Pennine Cycles director Sandra Corcoran, based in West Yorkshire, says 2021 is “still a challenging time for us with the supply chain of bikes and parts still being uncertain, so it is not always easy to plan and satisfy customers’ needs. “We’ve seen less footfall of new customers and have been kept busy with our regular customers,” says Corcoran. “We look forward to 2022 and the opportunities it will bring as a family-owned independent bike shop.”
“2021 has been a good year, shop floor sales have been great, workshops have been extremely busy, and we have managed to keep our two stores well stocked,” says South Downs Bikes’ Aaron Creamer. “We have seen a large number of new and returning customers with e-bikes being the main driving force.”
On challenges the shop has faced, Creamer says the workshops have faced big problems with parts; they have had to be imaginative on where they find products and their communication has had to be very clear with customers. “We have had some challenges in finding the correct product for people in some places due to supplier stock levels being unpredictable.
“We have had to be very mindful of ensuring our bike stock holding is correct with a large number of bikes becoming available in certain price points, we have had to make sure we aren’t oversubscribed.” And what about the current state of retail? “We have seen a rise in local footfall since the relaxing of restrictions which has allowed us to reconnect with our local communities in-store and on a social basis with shop rides and events.
“I think cycle retail will remain consistent providing there is product available, and the bike and manufacturers and distributors alike remain as transparent as they have been, which has made the last year infinitely better and we are extremely grateful for that!”
2021 has been a good year for retail with the strong demand for bikes continuing through the end of the winter and into the spring and summer, says Rutland Cycling CEO Karen Archer and commercial director Andrea Mulqueen. “E-bike sales have continued to accelerate with sales up across all disciplines, [it’s] very encouraging to see this with new customers coming into the market and the still huge potential in this market.”

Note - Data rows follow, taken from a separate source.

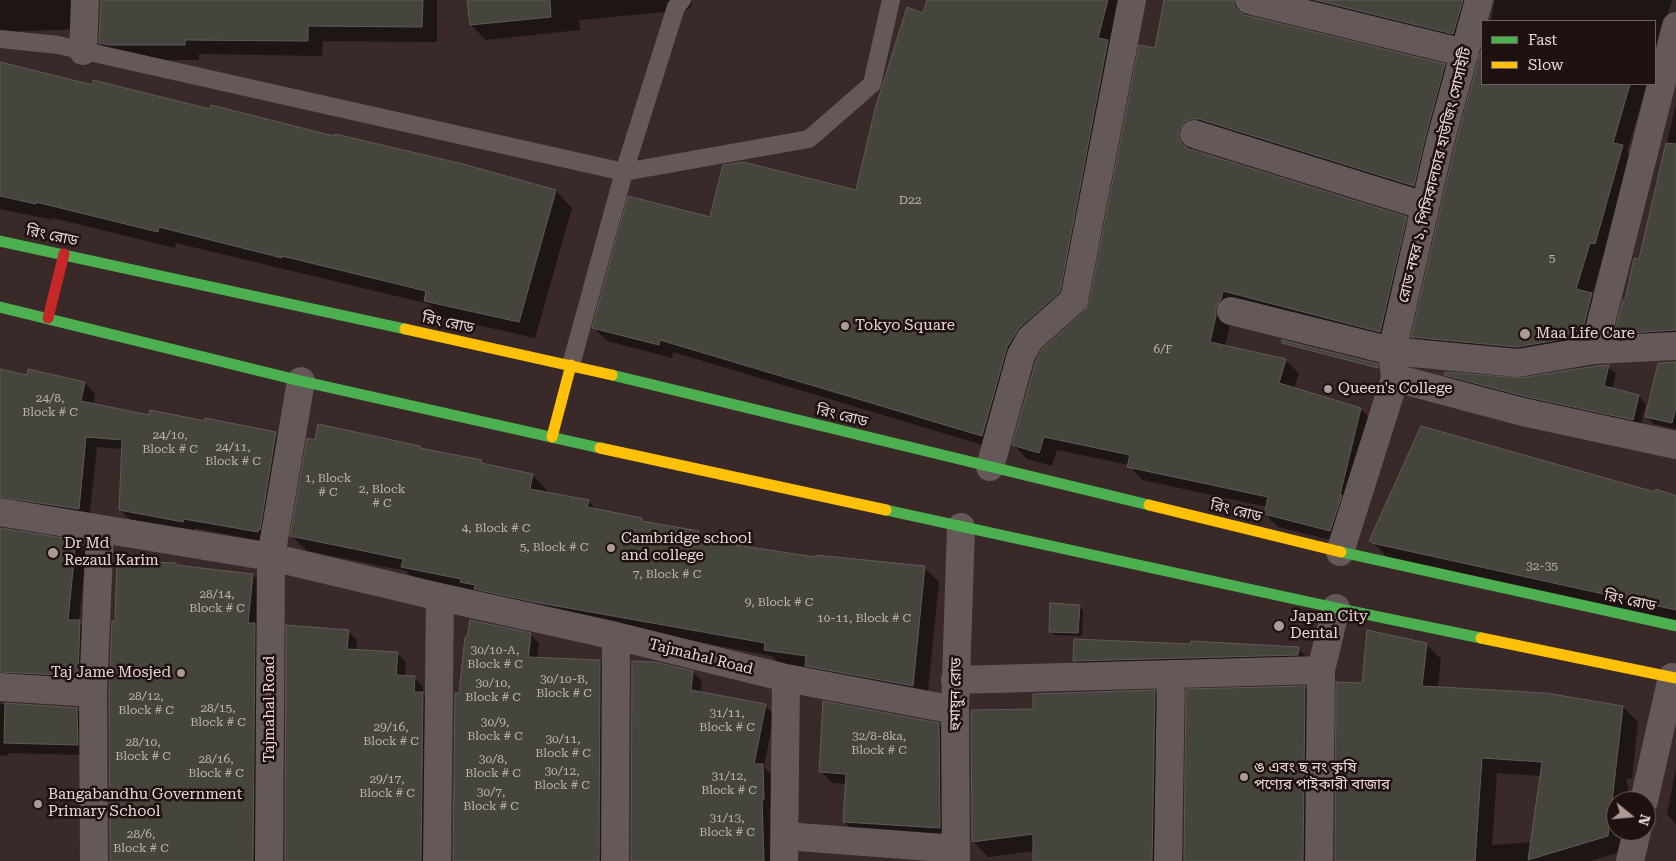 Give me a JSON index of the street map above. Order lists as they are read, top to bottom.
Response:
{
  "streets": {
    "main road": ["রিং রোড"],
    "street": ["রোড নম্বর ১, পিসিকালচার হাউজিং সোসাইটি", "Tajmahal Road", "হুমায়ুন রোড"]
  },
  "crossings": [
    ["Tajmahal Road", "হুমায়ুন রোড"]
  ],
  "places": [
    "Tokyo Square",
    "Maa Life Care",
    "Queen's College",
    "Cambridge school and college",
    "Dr Md Rezaul Karim",
    "Japan City Dental",
    "Taj Jame Mosjed",
    "ঙ এবং ছ নং কৃষি পণ্যের পাইকারী বাজার",
    "Bangabandhu Government Primary School"
  ],
  "house_numbers": [
    "D22",
    "5",
    "6/F",
    "24/8, Block # C",
    "24/10, Block # C",
    "24/11, Block # C",
    "1, Block # C",
    "2, Block # C",
    "4, Block # C",
    "5, Block # C",
    "32-35",
    "7, Block # C",
    "28/14, Block # C",
    "9, Block # C",
    "10-11, Block # C",
    "30/10-A, Block # C",
    "30/10-B, Block # C",
    "30/10, Block # C",
    "28/12, Block # C",
    "28/15, Block # C",
    "31/11, Block # C",
    "30/9, Block # C",
    "29/16, Block # C",
    "32/8-8ka, Block # C",
    "30/11, Block # C",
    "28/10, Block # C",
    "28/16, Block # C",
    "30/8, Block # C",
    "30/12, Block # C",
    "31/12, Block # C",
    "29/17, Block # C",
    "30/7, Block # C",
    "31/13, Block # C",
    "28/6, Block # C"
  ],
  "legend": ["Fast", "Slow"],
  "north": "right"
}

Demand across parts, clothing and accessories has also been strong, pointing towards the increased participation in cycling seen across the last 18 months, Archer and Mulqueen continue. “Availability within the supply chain continues to be a challenge and from all the signs we see will continue to be so in specific areas for a while yet. Our teams have adapted to this quickly to enable us to continue to offer a great experience both online and in-store with huge help from our key supplier partners.
“We expect the demand for e-bikes, in particular, to continue into next year. We still have a long way to go in terms of ownership compared to some of our European counterparts. With the continued focus on more sustainable travel and investment in infrastructure to support this, the signs are looking positive for growth.”